_ACTION ITEM_
How many lines in the data below contain the string "wash"? State that number only.

─── INPUT FOR THIS TASK

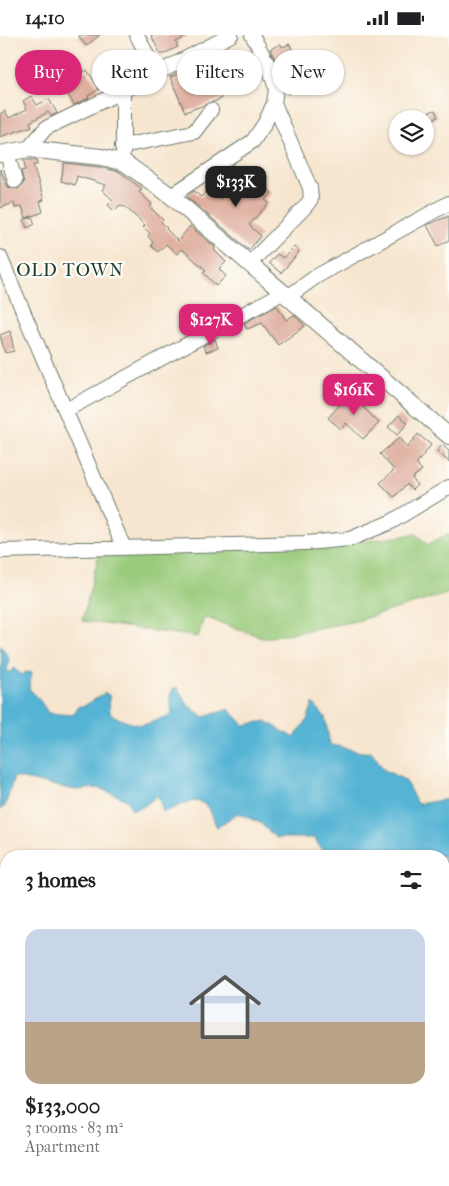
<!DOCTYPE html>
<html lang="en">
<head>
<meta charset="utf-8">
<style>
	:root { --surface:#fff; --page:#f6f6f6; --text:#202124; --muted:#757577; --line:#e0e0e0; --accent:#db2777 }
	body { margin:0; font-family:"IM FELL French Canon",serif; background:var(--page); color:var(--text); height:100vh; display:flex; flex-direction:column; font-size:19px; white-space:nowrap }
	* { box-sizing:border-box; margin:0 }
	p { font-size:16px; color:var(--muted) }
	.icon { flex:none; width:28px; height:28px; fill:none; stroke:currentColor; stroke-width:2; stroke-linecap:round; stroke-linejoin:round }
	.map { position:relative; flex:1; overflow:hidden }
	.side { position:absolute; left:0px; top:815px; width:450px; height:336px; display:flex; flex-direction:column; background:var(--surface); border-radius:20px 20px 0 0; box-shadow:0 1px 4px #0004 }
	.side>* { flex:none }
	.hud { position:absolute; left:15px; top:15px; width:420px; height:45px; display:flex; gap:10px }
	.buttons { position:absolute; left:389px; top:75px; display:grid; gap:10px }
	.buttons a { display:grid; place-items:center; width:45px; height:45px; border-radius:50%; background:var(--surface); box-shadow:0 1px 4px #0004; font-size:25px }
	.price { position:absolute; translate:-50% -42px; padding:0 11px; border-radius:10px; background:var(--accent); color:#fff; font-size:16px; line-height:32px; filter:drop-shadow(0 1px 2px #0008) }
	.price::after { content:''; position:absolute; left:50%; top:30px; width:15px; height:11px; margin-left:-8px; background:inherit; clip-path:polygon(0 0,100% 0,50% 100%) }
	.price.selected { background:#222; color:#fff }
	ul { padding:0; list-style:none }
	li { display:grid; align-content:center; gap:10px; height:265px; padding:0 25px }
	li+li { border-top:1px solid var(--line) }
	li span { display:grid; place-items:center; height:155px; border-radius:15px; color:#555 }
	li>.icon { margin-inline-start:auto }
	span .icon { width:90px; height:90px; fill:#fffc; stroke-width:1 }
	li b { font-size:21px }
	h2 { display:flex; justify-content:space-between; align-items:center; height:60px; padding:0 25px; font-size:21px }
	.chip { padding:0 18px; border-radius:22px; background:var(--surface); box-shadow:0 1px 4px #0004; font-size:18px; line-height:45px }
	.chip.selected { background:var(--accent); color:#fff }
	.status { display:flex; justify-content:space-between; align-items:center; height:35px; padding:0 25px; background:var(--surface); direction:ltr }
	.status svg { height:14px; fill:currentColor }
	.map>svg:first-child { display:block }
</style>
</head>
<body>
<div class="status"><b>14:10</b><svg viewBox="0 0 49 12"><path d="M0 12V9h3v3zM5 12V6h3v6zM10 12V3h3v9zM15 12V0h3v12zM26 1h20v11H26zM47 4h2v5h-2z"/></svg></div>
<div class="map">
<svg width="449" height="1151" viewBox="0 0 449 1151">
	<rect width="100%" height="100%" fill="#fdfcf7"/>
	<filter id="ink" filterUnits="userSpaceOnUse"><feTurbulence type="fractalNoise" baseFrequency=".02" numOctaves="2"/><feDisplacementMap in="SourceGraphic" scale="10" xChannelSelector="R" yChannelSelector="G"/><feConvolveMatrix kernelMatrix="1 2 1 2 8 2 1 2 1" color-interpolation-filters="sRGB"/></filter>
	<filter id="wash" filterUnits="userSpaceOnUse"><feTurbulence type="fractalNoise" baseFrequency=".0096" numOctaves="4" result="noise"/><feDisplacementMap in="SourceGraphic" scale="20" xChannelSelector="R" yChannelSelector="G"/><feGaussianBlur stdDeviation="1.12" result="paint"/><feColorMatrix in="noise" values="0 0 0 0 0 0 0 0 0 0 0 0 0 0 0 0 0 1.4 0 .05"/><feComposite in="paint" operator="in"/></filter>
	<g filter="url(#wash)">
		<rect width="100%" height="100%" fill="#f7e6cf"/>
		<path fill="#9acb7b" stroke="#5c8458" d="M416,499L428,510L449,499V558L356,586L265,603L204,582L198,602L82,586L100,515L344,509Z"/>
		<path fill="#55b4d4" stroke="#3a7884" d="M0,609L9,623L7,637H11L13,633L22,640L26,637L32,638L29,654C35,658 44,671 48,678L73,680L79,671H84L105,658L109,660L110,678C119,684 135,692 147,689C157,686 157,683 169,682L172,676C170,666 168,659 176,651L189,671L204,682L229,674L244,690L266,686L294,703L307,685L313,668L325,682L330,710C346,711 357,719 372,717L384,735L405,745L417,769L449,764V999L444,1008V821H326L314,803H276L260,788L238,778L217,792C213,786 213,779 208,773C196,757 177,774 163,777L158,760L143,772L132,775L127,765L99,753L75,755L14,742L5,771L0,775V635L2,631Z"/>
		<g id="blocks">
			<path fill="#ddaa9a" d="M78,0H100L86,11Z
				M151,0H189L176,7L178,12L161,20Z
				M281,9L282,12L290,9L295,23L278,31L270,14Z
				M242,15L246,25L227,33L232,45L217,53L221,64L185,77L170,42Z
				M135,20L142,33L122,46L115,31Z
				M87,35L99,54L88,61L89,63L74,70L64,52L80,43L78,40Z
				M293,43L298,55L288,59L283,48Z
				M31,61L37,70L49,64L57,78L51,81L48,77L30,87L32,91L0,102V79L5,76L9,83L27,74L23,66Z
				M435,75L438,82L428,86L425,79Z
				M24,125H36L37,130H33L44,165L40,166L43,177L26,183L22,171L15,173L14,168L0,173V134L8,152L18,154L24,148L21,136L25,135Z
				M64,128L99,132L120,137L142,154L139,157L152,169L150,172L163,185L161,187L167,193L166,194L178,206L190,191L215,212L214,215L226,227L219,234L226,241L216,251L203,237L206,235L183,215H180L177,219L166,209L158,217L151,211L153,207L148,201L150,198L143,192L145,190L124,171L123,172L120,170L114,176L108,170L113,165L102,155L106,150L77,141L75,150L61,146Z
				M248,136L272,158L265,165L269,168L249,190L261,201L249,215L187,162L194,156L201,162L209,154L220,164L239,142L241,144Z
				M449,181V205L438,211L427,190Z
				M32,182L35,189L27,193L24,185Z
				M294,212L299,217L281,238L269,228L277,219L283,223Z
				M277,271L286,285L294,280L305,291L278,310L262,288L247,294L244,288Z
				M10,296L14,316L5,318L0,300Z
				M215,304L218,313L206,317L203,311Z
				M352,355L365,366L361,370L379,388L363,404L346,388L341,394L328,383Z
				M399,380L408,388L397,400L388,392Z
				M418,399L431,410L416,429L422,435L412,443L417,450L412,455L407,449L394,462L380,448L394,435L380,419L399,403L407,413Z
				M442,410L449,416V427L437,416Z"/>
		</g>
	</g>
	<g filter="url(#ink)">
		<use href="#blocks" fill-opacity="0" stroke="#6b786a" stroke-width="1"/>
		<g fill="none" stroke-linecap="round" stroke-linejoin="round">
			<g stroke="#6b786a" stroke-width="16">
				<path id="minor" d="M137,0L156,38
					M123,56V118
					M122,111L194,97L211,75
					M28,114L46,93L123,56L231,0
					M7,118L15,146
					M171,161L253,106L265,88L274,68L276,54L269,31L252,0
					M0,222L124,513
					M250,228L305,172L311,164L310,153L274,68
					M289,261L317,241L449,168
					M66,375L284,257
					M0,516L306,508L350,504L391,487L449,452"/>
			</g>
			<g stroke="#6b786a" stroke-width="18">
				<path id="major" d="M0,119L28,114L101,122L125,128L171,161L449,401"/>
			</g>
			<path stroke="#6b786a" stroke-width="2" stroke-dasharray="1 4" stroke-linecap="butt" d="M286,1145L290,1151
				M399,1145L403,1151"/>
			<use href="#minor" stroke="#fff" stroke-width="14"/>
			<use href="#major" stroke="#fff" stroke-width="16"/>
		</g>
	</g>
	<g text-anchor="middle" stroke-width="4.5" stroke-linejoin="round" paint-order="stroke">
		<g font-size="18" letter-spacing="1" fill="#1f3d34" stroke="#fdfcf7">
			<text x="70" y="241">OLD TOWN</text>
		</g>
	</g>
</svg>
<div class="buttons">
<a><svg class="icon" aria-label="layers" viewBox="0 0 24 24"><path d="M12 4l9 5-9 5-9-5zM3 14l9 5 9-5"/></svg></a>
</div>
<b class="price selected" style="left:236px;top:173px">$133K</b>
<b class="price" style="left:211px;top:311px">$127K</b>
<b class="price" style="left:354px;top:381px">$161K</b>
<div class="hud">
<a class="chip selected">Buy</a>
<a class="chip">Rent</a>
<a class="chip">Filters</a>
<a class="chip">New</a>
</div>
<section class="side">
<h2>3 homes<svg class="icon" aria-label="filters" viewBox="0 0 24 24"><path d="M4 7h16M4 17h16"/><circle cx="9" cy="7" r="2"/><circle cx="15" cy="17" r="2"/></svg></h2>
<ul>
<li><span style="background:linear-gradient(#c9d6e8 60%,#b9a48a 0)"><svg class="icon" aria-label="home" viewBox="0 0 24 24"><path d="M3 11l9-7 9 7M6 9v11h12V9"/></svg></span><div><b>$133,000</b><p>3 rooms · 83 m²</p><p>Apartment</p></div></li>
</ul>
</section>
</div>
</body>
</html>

──────
─── INPUT FOR THIS TASK

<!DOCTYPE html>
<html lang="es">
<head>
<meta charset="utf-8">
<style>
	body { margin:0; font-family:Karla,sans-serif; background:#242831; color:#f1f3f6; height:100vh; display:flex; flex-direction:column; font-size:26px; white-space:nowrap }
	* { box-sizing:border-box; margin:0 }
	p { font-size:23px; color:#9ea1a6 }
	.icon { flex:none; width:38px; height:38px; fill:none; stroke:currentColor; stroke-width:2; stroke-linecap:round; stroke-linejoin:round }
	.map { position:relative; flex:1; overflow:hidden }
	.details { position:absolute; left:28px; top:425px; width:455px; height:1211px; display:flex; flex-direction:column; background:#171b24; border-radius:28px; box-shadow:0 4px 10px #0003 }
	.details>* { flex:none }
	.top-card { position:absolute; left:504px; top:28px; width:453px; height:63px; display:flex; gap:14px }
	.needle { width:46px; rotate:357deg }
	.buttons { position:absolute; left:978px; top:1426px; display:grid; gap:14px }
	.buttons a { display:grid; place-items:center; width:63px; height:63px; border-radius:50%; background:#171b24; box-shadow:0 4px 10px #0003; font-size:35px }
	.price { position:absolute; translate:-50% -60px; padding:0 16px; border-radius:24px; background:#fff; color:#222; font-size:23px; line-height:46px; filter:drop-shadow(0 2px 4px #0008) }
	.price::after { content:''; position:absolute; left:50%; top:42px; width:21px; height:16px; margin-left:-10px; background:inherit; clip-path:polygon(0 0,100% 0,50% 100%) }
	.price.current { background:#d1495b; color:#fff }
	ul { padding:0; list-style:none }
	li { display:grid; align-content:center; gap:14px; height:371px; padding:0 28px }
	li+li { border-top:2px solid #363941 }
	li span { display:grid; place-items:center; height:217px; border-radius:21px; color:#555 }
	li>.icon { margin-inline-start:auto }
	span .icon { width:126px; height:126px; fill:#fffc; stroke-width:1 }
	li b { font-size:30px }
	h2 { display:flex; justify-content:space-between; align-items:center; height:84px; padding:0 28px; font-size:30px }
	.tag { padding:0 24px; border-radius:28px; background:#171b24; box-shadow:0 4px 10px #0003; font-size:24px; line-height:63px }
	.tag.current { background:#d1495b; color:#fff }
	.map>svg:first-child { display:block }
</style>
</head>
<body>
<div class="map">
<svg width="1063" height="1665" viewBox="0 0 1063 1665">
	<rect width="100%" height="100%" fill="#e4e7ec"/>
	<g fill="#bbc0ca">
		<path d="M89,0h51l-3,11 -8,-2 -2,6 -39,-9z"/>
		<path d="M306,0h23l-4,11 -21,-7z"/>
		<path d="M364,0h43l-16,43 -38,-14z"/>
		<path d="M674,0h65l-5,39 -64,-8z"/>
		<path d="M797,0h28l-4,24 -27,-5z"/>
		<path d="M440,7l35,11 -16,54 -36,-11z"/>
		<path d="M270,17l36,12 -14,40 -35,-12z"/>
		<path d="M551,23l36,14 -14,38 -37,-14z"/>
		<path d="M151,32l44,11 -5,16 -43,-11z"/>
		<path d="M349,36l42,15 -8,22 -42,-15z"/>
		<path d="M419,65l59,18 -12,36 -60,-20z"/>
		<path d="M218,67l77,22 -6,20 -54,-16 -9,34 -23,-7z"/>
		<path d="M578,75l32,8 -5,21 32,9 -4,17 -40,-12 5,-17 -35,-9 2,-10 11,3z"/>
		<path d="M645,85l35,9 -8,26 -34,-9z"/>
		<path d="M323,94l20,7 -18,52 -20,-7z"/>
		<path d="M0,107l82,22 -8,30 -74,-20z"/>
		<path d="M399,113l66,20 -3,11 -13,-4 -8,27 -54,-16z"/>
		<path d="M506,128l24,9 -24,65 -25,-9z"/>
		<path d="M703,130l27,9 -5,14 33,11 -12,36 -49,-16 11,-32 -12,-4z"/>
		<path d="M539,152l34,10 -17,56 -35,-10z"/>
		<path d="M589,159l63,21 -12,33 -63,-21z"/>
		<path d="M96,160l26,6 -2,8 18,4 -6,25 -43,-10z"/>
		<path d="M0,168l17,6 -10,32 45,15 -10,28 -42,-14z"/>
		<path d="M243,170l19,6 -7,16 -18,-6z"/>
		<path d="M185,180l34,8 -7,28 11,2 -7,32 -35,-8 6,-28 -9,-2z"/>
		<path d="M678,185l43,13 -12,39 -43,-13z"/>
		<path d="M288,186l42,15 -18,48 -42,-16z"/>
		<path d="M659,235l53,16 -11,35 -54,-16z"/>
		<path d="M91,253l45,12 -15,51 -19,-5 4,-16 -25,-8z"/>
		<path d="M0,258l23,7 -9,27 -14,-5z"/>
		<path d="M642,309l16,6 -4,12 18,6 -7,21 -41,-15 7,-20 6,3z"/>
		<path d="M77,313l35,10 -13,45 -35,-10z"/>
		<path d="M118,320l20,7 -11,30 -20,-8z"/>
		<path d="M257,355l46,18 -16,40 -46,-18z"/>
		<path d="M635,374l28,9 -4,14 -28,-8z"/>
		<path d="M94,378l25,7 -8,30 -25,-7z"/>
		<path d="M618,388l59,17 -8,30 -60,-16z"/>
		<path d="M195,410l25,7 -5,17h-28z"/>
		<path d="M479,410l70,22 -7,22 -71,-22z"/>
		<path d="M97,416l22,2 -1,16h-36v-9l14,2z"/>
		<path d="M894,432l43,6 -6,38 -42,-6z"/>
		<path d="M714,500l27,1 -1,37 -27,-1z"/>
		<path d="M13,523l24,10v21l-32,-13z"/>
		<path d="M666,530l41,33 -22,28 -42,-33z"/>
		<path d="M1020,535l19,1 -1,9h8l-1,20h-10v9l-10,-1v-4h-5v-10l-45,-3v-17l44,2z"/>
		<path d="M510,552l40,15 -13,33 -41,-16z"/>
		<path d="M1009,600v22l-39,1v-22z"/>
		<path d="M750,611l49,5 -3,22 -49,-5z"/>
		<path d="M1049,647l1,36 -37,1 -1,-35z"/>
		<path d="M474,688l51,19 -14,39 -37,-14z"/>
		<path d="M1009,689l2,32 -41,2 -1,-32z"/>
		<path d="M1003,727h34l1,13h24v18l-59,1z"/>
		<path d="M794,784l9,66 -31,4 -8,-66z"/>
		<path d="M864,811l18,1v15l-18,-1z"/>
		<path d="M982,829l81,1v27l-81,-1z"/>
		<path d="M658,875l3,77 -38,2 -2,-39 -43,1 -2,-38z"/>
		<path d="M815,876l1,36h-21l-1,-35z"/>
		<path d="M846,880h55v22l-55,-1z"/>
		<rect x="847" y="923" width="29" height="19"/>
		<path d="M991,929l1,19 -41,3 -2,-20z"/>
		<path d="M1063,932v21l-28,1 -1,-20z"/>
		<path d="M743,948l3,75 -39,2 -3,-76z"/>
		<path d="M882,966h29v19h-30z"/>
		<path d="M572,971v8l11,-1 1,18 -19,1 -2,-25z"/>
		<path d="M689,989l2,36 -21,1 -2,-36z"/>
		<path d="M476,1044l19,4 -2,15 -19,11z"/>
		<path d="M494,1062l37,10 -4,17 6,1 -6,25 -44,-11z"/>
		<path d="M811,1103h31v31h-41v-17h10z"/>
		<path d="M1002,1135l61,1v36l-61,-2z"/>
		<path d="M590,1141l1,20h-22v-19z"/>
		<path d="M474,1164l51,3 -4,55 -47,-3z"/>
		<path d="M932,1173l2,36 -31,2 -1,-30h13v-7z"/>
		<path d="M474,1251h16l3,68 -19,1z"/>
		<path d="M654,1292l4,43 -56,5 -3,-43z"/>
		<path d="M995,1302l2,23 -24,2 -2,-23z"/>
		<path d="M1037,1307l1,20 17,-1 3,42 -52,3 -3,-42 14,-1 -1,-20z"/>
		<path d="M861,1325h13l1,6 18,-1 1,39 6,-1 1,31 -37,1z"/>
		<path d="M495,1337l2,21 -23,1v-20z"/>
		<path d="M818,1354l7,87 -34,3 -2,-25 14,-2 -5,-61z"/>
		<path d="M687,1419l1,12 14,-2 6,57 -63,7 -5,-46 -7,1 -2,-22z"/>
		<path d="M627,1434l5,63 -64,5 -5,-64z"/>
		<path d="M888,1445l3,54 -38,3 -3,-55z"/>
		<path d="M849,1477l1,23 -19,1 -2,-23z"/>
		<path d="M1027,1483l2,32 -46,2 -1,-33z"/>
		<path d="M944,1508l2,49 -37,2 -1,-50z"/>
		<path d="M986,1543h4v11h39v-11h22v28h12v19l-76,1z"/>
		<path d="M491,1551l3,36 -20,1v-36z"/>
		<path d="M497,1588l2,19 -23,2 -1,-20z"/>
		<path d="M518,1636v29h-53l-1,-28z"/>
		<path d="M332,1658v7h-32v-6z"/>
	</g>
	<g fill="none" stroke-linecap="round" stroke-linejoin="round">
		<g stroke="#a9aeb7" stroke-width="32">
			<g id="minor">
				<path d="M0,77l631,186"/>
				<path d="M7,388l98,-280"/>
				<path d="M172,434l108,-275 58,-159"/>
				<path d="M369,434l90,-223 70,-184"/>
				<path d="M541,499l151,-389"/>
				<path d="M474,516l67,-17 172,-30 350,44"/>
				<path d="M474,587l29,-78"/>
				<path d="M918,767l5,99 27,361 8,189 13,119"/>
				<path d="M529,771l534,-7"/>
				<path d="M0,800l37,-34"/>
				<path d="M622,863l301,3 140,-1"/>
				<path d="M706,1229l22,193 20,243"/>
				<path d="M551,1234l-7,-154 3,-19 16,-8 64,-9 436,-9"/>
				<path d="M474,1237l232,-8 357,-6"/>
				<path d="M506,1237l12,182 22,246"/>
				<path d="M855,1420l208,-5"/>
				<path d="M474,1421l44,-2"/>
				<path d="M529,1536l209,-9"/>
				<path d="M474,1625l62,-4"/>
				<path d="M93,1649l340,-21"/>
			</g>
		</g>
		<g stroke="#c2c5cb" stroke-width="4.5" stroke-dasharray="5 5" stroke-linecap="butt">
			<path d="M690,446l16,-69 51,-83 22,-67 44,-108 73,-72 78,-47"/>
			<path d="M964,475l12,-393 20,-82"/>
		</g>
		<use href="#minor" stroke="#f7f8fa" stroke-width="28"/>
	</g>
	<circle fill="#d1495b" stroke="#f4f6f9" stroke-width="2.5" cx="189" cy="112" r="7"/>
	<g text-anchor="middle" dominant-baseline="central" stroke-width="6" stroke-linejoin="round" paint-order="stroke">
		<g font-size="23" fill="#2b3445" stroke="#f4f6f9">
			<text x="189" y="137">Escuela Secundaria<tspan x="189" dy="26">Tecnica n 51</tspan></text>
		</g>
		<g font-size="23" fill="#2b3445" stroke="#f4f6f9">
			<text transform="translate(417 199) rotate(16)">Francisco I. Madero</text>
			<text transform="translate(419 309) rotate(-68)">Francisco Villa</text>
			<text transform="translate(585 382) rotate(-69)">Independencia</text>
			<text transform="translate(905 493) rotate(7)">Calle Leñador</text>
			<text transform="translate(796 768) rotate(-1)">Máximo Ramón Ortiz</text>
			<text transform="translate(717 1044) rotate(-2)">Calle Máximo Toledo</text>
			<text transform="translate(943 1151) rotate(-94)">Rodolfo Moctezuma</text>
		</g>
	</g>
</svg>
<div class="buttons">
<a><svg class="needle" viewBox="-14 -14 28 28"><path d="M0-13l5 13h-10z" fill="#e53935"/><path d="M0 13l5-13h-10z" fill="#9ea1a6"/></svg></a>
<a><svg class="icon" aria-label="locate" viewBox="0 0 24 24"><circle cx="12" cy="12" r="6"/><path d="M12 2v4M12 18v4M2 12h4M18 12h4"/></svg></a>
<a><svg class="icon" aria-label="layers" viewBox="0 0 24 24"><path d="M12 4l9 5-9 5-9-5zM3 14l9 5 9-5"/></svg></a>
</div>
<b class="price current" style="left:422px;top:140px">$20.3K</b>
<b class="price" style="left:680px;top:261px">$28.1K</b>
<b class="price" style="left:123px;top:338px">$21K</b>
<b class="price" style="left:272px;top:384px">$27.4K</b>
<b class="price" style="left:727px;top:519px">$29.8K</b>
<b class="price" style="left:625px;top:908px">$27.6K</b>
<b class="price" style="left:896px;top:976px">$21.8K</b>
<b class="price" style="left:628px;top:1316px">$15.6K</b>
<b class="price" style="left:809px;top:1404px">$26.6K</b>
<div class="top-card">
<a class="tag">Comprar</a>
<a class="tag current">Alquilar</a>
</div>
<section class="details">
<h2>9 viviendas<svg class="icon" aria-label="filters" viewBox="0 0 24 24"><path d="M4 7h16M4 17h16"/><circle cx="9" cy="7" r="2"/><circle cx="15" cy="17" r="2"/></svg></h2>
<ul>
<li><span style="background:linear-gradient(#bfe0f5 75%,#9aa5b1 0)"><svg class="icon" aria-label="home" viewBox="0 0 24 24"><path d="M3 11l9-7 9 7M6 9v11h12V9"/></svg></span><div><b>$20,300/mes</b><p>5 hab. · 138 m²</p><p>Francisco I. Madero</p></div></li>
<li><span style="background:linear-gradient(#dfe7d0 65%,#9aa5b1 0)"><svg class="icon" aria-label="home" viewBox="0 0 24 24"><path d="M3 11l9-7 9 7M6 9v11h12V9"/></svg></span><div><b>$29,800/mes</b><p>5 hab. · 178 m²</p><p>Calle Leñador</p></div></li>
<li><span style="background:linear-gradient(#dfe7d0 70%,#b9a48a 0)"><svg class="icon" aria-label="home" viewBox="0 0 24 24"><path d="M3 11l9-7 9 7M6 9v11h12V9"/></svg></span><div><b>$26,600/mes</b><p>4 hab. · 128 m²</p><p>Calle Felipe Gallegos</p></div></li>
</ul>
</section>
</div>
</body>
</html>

──────

_TASK SOLUTION_
2